### WHAT TO PRODUCE
Search each line of the data for the word "GRAND"; copy every line where it is found.

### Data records
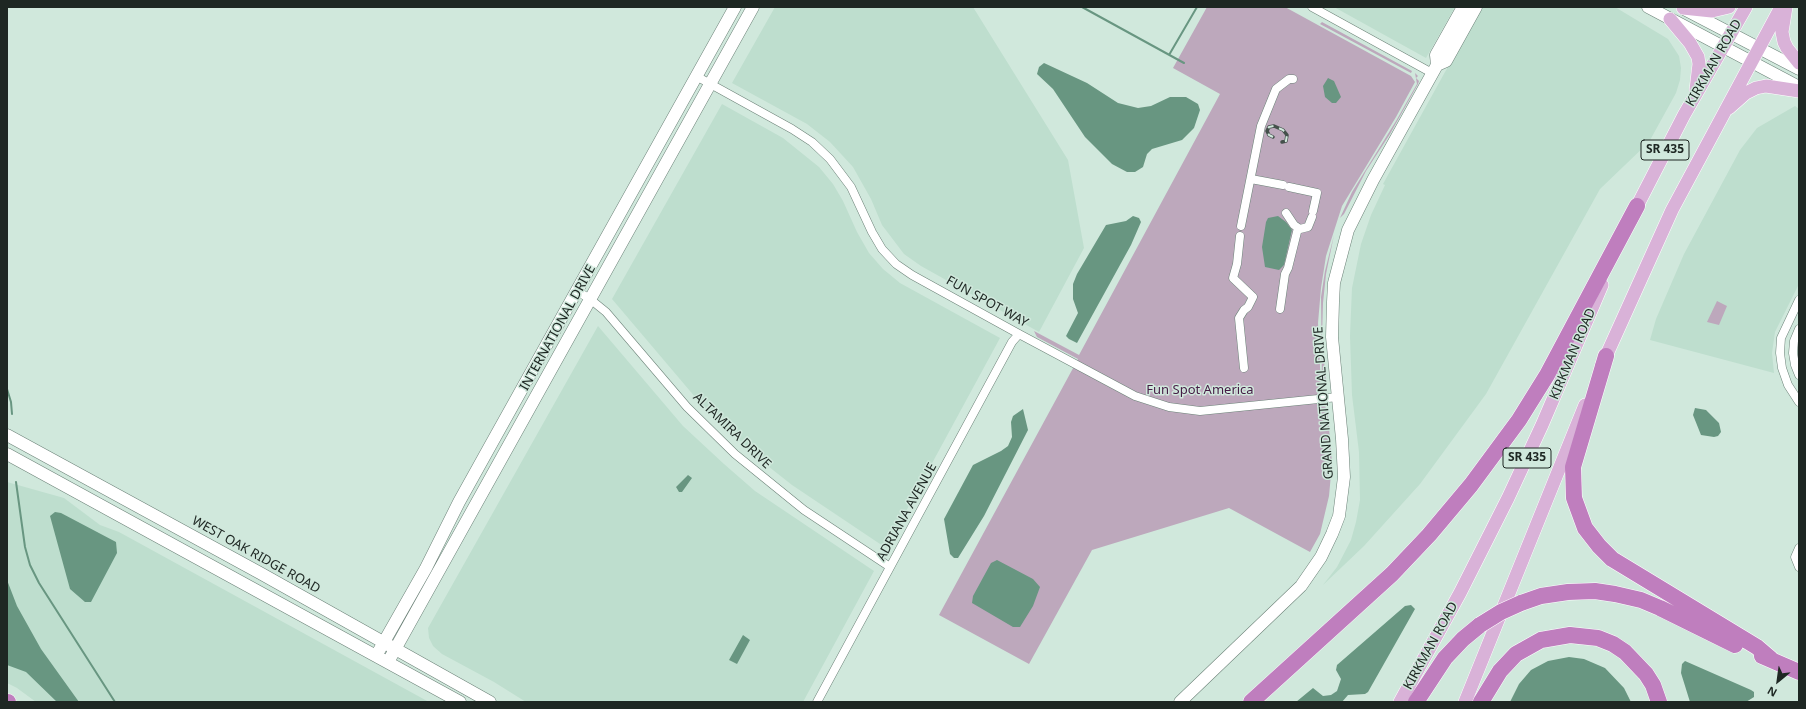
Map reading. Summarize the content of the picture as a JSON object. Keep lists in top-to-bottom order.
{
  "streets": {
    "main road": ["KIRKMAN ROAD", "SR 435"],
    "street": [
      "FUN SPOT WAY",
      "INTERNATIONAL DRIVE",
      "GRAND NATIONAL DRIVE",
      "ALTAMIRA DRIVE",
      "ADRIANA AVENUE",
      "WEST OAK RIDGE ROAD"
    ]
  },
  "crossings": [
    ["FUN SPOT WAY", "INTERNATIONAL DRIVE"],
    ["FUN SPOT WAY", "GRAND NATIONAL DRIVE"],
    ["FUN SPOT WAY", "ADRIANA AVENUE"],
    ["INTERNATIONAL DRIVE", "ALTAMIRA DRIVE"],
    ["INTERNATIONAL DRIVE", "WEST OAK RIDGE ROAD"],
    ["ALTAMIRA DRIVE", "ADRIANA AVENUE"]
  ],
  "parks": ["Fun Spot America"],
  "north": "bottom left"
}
...
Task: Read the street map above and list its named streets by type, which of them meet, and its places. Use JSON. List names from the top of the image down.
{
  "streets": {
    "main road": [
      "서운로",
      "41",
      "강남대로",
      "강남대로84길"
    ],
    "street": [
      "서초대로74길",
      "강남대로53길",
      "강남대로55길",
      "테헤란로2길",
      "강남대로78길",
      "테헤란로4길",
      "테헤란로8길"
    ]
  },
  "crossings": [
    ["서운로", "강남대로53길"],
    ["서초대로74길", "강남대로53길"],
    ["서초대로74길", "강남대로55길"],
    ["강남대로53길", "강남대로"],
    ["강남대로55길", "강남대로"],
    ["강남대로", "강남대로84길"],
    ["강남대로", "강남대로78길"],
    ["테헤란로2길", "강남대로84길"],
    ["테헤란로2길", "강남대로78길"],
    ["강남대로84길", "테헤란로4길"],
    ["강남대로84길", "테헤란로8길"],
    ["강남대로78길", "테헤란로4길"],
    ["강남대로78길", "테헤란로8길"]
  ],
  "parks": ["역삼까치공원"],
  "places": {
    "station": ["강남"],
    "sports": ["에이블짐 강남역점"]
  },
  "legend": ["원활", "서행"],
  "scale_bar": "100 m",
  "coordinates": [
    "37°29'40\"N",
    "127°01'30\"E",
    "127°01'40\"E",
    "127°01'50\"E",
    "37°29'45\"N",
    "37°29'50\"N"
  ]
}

### WRITTEN ANSWER
      "GRAND NATIONAL DRIVE",
    ["FUN SPOT WAY", "GRAND NATIONAL DRIVE"],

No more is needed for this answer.